CV problems are both interesting and challenging, especially when we want something very specific. CV techniques do not generalize well in an uncontrolled environments.
In a 2-day effort, tried 3 techniques -
- morphological transformations
- Haar Cascade classifier
- template matching [matching the tip of leaves to generalize for other leaves]
So a classifier to detect objects can be the best solution, here I have trained manually a Haar Cascade classifier, which is detecting leaves but with more data, memory resources and time, it can be more accurate.
There were other techniques like SVM linear kernel, KNN as which I plan to train and upload results soon.
Accuracy is highly dependent on the image[i.e. how well it is suiting to the controlled environments.] I have outlined some observed points:
They perform better over rigid bodies. Since Leaves are not rigid body, I have considered only the tip with a threshold of 0.7-0.8 so that it generalizes well over new leaf samples [as tips are similar, especially in black and white images] This solution works only on a very controlled environment. They perform better with overlapping edges, provided at least a partial leaves outline is visible on the background. So if we have large number of such templates, it generalizes well on the tips of leaves. But it will not be able to detect those leafs whose tips are not visible on the outline.
This techniques are useful when the leaves are visible on the outline of the plant. For slight overlapping, these techniques can work fine, but for thick overlapping, these techniques might not help here because Contour finding cannot segregate the overlapping structures and hence we get joint contour for some complicated structures. These techniques work best when images are captured in a controlled environment.

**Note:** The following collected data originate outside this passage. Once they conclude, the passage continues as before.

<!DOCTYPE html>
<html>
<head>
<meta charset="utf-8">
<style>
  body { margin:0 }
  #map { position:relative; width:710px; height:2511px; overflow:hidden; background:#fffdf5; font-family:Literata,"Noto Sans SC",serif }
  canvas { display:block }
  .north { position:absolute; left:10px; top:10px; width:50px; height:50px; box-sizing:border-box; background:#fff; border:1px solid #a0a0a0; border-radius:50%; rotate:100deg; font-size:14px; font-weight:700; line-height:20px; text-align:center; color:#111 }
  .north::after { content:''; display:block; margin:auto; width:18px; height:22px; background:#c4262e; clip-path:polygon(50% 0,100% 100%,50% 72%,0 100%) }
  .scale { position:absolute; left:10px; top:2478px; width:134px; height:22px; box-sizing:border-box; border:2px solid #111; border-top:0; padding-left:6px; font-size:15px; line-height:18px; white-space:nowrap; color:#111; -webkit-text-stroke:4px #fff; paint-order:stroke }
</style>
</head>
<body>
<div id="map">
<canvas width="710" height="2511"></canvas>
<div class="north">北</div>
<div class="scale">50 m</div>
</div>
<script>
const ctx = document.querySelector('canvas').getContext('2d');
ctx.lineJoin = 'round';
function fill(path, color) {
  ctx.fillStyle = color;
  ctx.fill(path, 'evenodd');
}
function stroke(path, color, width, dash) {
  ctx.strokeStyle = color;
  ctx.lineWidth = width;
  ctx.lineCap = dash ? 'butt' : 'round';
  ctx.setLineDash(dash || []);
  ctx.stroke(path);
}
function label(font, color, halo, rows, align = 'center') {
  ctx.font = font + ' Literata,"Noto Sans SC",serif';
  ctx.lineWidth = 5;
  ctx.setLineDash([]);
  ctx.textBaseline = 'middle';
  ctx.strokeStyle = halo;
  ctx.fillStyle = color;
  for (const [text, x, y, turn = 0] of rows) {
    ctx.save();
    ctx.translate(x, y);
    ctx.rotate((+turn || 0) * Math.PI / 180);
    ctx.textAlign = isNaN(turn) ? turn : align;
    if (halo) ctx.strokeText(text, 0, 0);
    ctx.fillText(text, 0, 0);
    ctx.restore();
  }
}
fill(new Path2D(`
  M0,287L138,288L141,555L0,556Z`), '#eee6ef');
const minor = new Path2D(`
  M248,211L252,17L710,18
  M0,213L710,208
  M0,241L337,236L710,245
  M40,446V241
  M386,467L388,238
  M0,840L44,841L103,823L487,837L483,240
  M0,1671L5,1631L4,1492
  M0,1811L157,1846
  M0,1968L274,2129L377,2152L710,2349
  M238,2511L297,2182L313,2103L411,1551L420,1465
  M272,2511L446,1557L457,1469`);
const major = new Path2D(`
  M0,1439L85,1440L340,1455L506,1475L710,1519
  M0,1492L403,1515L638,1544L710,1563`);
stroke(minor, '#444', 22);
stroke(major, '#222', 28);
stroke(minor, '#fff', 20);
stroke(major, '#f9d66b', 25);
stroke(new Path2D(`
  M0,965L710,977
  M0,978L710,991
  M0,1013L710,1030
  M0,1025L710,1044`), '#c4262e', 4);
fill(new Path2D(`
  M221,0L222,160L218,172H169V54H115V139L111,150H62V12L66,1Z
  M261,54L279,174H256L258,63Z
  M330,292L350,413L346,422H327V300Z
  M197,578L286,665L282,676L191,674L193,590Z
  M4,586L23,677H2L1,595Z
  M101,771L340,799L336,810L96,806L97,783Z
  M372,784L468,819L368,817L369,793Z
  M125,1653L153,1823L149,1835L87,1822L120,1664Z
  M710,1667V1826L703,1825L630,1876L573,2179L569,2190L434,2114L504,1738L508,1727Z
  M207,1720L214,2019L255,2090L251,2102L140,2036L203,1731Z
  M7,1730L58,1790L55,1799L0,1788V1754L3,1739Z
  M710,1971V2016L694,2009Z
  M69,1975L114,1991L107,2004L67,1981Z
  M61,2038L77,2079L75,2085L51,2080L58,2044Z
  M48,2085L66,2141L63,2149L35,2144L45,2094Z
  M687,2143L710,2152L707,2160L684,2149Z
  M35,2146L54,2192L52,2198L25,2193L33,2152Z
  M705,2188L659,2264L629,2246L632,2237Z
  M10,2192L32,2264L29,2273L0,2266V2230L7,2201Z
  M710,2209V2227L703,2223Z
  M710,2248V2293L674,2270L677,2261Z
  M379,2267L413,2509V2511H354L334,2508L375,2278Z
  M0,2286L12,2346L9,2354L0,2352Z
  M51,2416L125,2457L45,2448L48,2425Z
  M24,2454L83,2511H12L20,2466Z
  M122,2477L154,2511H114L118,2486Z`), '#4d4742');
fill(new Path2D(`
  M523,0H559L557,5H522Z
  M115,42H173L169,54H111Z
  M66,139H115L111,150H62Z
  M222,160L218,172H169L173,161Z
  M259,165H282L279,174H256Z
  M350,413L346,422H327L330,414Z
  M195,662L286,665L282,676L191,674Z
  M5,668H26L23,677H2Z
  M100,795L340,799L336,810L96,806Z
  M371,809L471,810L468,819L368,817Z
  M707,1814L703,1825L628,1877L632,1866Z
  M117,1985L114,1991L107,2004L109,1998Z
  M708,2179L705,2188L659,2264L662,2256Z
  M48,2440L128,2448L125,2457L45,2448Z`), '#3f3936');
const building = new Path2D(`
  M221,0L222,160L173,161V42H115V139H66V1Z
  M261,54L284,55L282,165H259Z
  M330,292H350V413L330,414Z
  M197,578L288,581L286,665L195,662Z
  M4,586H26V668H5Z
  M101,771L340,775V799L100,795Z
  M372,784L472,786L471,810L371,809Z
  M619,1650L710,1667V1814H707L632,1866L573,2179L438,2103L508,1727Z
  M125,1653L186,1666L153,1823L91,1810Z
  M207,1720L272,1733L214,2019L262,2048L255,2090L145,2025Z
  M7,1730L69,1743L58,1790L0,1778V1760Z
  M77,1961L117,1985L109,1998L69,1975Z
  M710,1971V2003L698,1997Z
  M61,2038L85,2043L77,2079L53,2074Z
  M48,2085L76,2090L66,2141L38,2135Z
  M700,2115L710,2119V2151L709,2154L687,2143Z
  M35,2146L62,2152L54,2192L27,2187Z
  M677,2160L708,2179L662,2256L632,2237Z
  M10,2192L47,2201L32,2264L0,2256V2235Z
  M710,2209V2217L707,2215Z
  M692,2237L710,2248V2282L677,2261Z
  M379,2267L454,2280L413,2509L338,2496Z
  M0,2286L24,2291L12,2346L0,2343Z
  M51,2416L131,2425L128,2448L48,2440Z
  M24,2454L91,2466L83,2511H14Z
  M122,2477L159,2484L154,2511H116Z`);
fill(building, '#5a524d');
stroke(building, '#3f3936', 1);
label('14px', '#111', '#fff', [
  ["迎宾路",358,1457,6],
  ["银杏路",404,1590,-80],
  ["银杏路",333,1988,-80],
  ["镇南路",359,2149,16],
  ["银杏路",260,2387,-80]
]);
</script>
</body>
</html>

This solution works best in real word compared to other traditional CV techniques described above, provided we have ample variations and enough set of each variations to train and test a model. Here I used the opencv_createsamples to create positive samples, which basically superimposes portions of the leaf part on the background. The background is the negative sample. I took around 1200 positive samples and 3000 negative samples and trained it for 9 stages. The leaf data was manually selected before creating positive samples.
This technique performs better and can identify leaves with background noise in complicated structures like a leaf not visible on the outline of the image, plus also it does well where leaves are thickly overlapping.
Due to the limitations of traditional CV techniques, machine learning techniques like deep learning using CNN, SVM linear kernel, etc. have come up with promising outputs. The only challenge is that it requires a lot of computational power and variations in the data to show good results.